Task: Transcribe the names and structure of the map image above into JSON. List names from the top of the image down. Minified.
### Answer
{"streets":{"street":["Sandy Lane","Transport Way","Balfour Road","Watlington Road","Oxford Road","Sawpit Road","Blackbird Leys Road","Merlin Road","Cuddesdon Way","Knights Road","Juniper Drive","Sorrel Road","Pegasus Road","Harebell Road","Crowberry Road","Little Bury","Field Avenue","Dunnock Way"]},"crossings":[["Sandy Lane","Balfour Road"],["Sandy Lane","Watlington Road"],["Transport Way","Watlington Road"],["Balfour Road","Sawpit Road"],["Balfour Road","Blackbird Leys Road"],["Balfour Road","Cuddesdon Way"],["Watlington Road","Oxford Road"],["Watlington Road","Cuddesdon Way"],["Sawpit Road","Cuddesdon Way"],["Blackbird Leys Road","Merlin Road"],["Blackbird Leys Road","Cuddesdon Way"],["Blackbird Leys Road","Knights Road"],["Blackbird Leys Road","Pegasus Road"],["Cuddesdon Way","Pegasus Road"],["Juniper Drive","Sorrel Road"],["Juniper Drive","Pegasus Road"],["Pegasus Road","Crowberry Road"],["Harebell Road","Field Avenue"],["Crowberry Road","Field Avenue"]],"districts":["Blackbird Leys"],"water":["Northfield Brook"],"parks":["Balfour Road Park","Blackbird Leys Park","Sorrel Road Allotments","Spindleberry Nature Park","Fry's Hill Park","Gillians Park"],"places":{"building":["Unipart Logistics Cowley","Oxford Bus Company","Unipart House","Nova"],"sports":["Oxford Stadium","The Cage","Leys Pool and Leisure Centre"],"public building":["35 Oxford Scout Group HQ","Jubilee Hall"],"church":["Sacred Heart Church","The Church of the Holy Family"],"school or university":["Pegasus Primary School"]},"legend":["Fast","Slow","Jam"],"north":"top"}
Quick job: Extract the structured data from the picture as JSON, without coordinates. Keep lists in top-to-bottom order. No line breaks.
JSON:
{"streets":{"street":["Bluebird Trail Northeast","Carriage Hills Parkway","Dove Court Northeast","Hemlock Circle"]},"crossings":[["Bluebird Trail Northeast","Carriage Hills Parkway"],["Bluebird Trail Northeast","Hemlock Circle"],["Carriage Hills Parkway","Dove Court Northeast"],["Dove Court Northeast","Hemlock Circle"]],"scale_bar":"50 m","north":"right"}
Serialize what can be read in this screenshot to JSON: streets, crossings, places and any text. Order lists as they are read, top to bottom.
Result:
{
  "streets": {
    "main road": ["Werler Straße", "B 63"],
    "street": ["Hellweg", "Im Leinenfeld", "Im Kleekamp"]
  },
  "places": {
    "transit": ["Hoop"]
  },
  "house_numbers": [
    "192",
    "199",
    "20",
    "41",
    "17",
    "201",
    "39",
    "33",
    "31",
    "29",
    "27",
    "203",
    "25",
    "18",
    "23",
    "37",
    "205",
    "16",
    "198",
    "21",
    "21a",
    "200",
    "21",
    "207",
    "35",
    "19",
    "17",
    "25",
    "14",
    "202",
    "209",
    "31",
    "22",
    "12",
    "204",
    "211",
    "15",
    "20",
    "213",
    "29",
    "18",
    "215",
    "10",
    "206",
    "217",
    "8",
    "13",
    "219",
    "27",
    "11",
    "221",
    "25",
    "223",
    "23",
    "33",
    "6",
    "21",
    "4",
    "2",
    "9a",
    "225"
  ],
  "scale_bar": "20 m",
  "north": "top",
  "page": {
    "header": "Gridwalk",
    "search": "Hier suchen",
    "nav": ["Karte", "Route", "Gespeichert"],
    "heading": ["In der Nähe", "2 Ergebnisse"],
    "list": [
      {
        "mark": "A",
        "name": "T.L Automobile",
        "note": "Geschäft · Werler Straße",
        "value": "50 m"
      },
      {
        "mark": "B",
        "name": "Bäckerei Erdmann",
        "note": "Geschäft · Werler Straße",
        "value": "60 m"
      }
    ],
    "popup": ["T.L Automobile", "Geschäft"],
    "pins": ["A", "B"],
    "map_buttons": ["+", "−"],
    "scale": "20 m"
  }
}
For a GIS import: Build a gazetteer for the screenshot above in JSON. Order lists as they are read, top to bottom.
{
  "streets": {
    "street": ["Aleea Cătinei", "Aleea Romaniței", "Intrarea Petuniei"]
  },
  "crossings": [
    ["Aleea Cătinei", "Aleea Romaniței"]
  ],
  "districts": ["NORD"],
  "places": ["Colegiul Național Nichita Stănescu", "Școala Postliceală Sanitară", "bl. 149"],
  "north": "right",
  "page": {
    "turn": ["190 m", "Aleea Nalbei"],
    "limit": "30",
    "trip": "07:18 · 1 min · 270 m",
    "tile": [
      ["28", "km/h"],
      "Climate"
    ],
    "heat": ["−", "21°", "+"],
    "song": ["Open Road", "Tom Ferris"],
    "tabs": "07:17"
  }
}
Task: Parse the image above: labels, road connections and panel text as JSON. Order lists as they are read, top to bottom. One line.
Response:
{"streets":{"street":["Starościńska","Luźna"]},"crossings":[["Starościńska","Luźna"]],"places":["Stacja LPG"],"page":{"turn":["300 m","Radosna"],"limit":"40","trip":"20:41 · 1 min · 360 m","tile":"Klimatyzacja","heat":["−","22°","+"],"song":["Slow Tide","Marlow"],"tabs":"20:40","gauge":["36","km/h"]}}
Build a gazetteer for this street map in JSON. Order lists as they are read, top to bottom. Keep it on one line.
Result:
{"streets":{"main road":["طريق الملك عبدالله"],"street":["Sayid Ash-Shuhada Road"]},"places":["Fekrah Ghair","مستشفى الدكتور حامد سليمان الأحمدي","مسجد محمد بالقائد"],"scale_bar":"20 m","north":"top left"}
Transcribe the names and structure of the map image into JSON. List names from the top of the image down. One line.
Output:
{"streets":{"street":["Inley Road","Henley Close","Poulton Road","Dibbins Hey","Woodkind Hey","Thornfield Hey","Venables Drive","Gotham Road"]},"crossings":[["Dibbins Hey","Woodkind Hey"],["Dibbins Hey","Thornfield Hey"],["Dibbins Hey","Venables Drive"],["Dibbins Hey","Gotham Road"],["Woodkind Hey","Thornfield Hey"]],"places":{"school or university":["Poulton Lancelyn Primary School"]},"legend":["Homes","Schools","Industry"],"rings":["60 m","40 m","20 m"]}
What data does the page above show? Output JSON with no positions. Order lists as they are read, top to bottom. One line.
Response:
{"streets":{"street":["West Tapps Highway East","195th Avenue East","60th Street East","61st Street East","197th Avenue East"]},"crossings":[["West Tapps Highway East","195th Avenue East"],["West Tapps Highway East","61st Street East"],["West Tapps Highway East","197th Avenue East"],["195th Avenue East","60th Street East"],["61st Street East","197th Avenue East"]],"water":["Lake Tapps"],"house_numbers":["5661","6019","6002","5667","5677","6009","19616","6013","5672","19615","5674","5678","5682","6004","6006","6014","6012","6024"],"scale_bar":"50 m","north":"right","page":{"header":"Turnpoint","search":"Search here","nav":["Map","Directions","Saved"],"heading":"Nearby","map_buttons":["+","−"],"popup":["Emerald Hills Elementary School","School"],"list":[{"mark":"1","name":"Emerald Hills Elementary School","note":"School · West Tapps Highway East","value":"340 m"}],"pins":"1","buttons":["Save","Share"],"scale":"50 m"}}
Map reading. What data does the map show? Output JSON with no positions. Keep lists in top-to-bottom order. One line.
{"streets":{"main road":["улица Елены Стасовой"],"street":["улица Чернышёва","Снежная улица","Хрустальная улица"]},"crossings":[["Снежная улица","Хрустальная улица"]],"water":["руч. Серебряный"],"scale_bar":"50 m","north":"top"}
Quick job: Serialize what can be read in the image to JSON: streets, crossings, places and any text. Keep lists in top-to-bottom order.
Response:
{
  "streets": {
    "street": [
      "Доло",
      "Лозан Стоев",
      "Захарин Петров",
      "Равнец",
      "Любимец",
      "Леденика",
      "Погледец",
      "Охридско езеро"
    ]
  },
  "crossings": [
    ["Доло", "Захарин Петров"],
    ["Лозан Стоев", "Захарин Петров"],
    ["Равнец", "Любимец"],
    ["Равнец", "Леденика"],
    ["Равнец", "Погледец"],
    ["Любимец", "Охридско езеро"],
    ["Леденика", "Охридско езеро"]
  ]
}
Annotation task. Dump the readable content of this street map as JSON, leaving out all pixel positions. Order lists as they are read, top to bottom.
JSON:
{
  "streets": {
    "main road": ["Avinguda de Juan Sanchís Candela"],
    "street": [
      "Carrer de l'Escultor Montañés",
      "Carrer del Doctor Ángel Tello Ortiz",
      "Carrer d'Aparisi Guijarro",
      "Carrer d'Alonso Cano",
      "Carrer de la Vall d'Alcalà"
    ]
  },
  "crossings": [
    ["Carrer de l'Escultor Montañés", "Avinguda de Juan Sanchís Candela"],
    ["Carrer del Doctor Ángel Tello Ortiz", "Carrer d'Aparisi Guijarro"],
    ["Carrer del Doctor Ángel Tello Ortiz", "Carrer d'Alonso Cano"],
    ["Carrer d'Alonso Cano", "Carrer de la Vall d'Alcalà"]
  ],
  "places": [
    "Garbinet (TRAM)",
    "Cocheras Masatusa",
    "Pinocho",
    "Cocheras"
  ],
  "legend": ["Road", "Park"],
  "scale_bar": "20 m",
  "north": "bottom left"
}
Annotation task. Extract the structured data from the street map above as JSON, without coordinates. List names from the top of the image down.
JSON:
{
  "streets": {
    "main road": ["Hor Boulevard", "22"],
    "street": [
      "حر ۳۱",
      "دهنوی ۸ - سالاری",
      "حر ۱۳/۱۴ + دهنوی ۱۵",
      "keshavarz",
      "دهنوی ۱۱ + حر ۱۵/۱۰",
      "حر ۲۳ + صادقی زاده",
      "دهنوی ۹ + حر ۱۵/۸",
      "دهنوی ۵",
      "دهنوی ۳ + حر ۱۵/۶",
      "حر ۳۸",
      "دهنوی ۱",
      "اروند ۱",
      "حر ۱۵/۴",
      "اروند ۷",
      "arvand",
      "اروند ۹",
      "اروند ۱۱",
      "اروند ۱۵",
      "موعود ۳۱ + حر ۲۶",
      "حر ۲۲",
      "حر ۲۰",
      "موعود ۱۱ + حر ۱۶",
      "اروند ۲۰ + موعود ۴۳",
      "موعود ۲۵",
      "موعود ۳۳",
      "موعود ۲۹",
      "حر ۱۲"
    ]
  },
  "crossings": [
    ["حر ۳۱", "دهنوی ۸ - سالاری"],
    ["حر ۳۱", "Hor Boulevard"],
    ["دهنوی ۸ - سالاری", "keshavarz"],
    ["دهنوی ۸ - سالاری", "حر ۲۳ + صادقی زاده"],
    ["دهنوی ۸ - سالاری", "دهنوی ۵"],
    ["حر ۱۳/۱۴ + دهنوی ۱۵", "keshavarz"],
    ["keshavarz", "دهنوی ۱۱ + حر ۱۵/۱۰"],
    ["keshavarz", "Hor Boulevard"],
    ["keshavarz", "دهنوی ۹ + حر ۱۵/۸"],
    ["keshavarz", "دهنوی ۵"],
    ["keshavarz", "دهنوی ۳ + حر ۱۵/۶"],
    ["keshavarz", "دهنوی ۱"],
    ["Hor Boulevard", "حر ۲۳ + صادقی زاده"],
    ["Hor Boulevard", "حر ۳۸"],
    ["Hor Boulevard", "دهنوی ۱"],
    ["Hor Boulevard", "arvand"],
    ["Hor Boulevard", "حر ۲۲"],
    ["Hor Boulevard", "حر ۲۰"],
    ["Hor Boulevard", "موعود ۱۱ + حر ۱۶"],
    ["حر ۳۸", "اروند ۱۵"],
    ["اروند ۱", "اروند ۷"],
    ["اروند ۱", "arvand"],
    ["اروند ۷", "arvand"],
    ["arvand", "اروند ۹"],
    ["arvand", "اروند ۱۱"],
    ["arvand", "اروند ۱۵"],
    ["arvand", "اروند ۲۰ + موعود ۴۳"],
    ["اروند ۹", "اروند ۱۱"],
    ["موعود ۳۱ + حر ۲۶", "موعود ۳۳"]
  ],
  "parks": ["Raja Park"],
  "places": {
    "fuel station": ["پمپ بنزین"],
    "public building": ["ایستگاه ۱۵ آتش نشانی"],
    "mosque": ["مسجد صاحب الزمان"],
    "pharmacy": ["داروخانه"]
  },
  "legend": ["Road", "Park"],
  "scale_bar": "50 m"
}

■ Exercise prompt
Read the listing. Copy each line that has the word "Guijarro" in it.

■ Task response
      "Carrer d'Aparisi Guijarro",
    ["Carrer del Doctor Ángel Tello Ortiz", "Carrer d'Aparisi Guijarro"],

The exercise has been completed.